- Opening Delimiter -

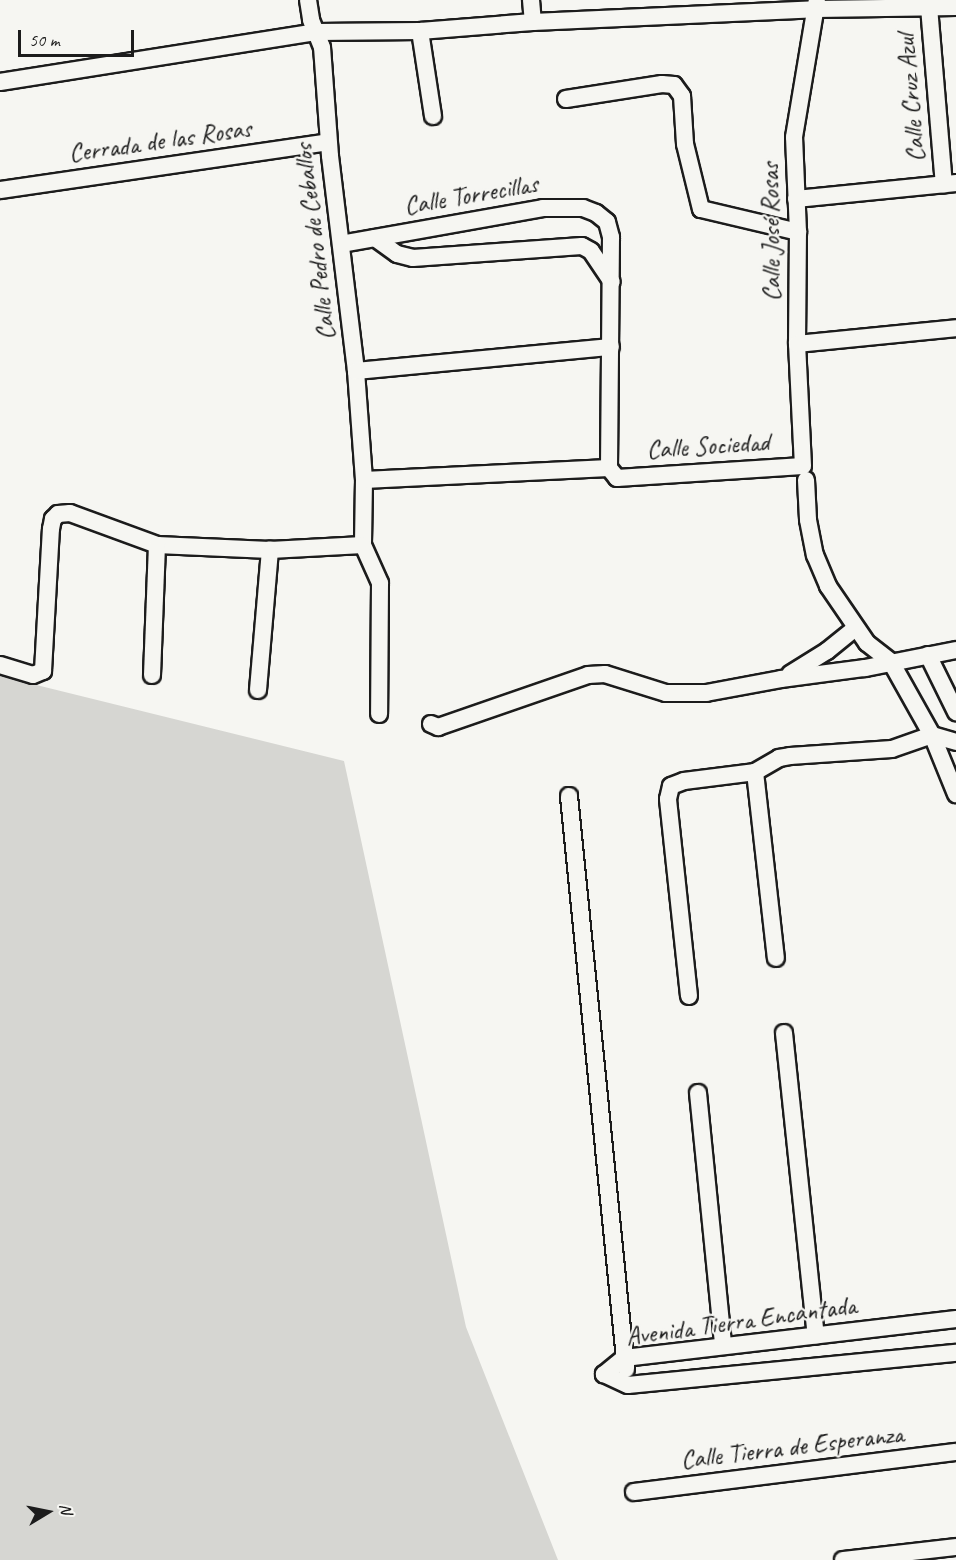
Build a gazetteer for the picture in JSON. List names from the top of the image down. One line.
{"streets":{"street":["Calle Cruz Azul","Cerrada de las Rosas","Calle Torrecillas","Calle José Rosas","Calle Pedro de Ceballos","Calle Sociedad","Avenida Tierra Encantada","Calle Tierra de Esperanza"]},"crossings":[["Cerrada de las Rosas","Calle Pedro de Ceballos"],["Calle Torrecillas","Calle Pedro de Ceballos"],["Calle José Rosas","Calle Sociedad"],["Calle Pedro de Ceballos","Calle Sociedad"]],"scale_bar":"50 m","north":"right"}
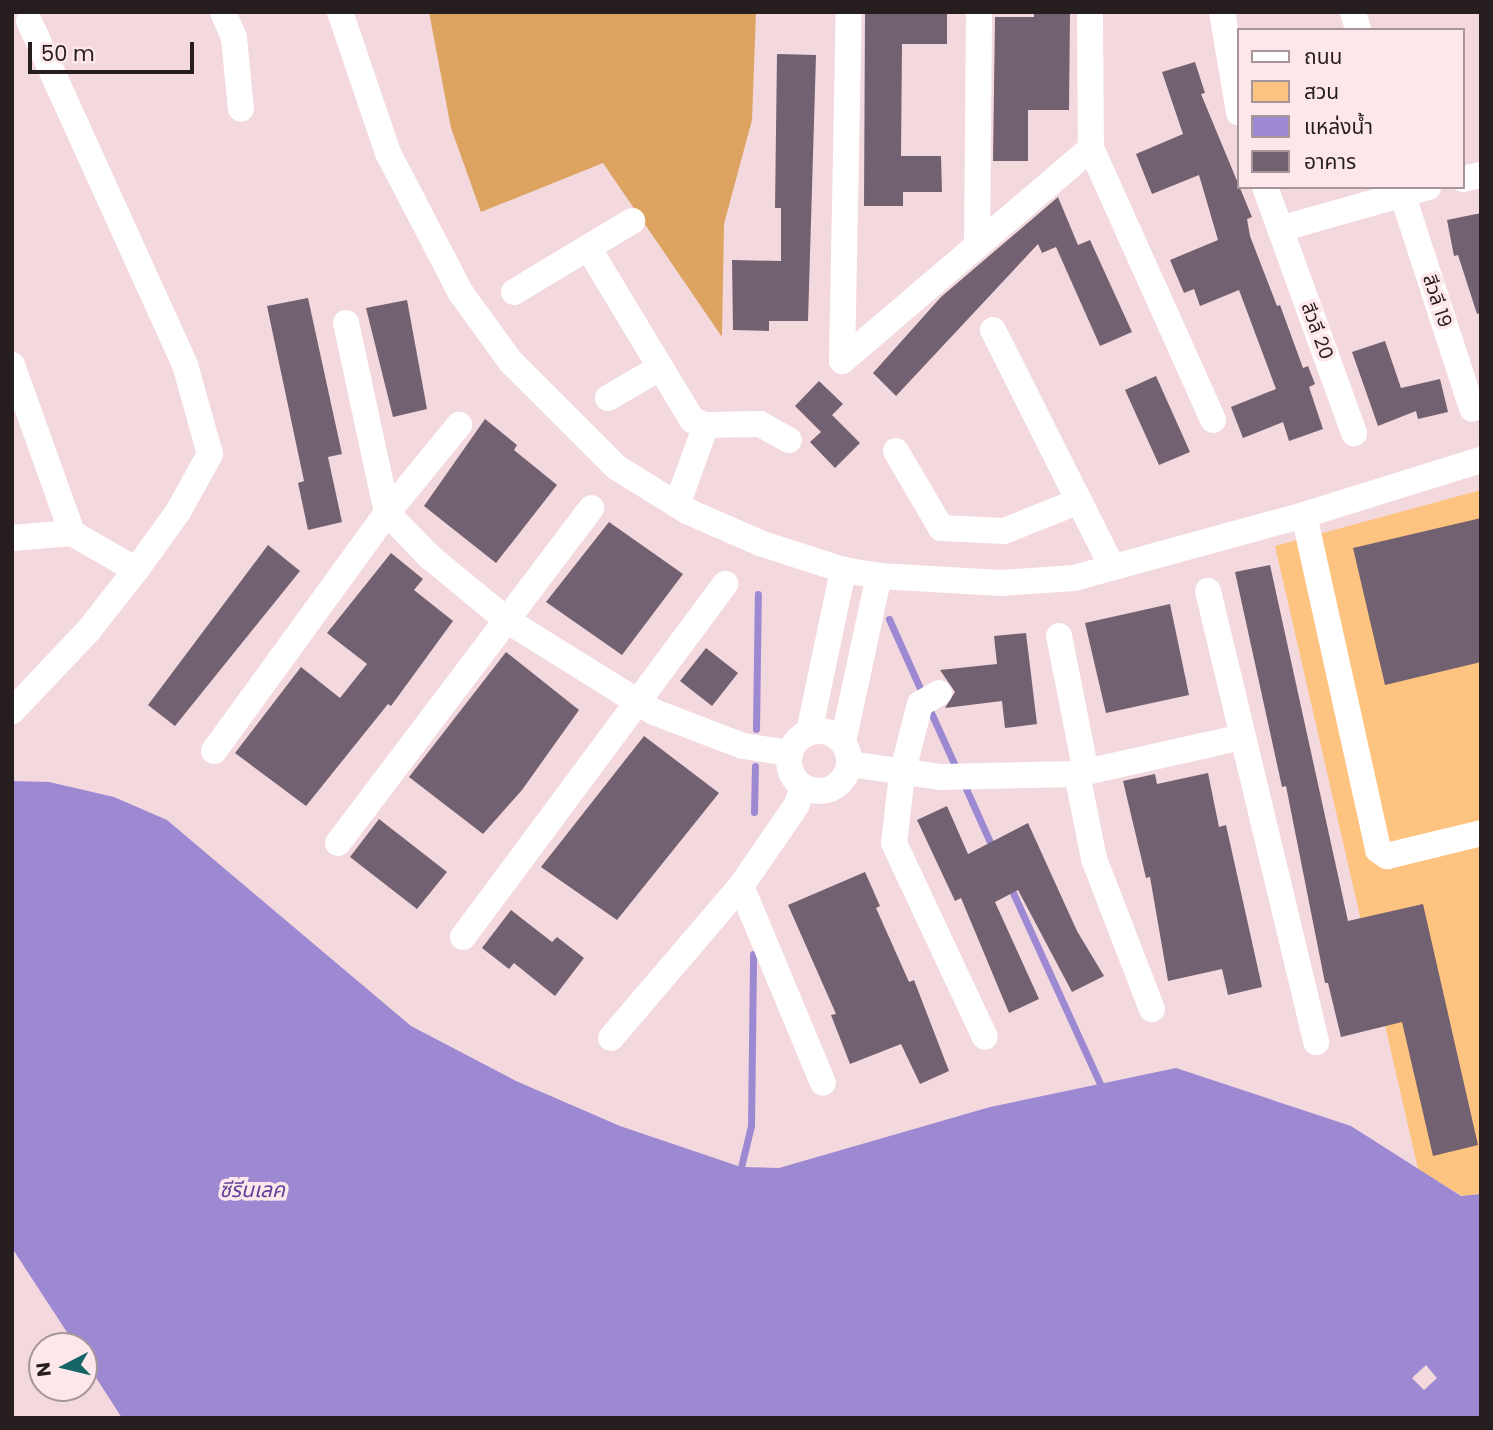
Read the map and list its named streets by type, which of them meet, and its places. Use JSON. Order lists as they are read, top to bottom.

- Closing Delimiter -

Only the pictures are to be dropped; return everything else in the listing exactly.

Build a gazetteer for the picture in JSON. List names from the top of the image down. One line.
{"streets":{"street":["Calle Cruz Azul","Cerrada de las Rosas","Calle Torrecillas","Calle José Rosas","Calle Pedro de Ceballos","Calle Sociedad","Avenida Tierra Encantada","Calle Tierra de Esperanza"]},"crossings":[["Cerrada de las Rosas","Calle Pedro de Ceballos"],["Calle Torrecillas","Calle Pedro de Ceballos"],["Calle José Rosas","Calle Sociedad"],["Calle Pedro de Ceballos","Calle Sociedad"]],"scale_bar":"50 m","north":"right"}
Read the map and list its named streets by type, which of them meet, and its places. Use JSON. Order lists as they are read, top to bottom.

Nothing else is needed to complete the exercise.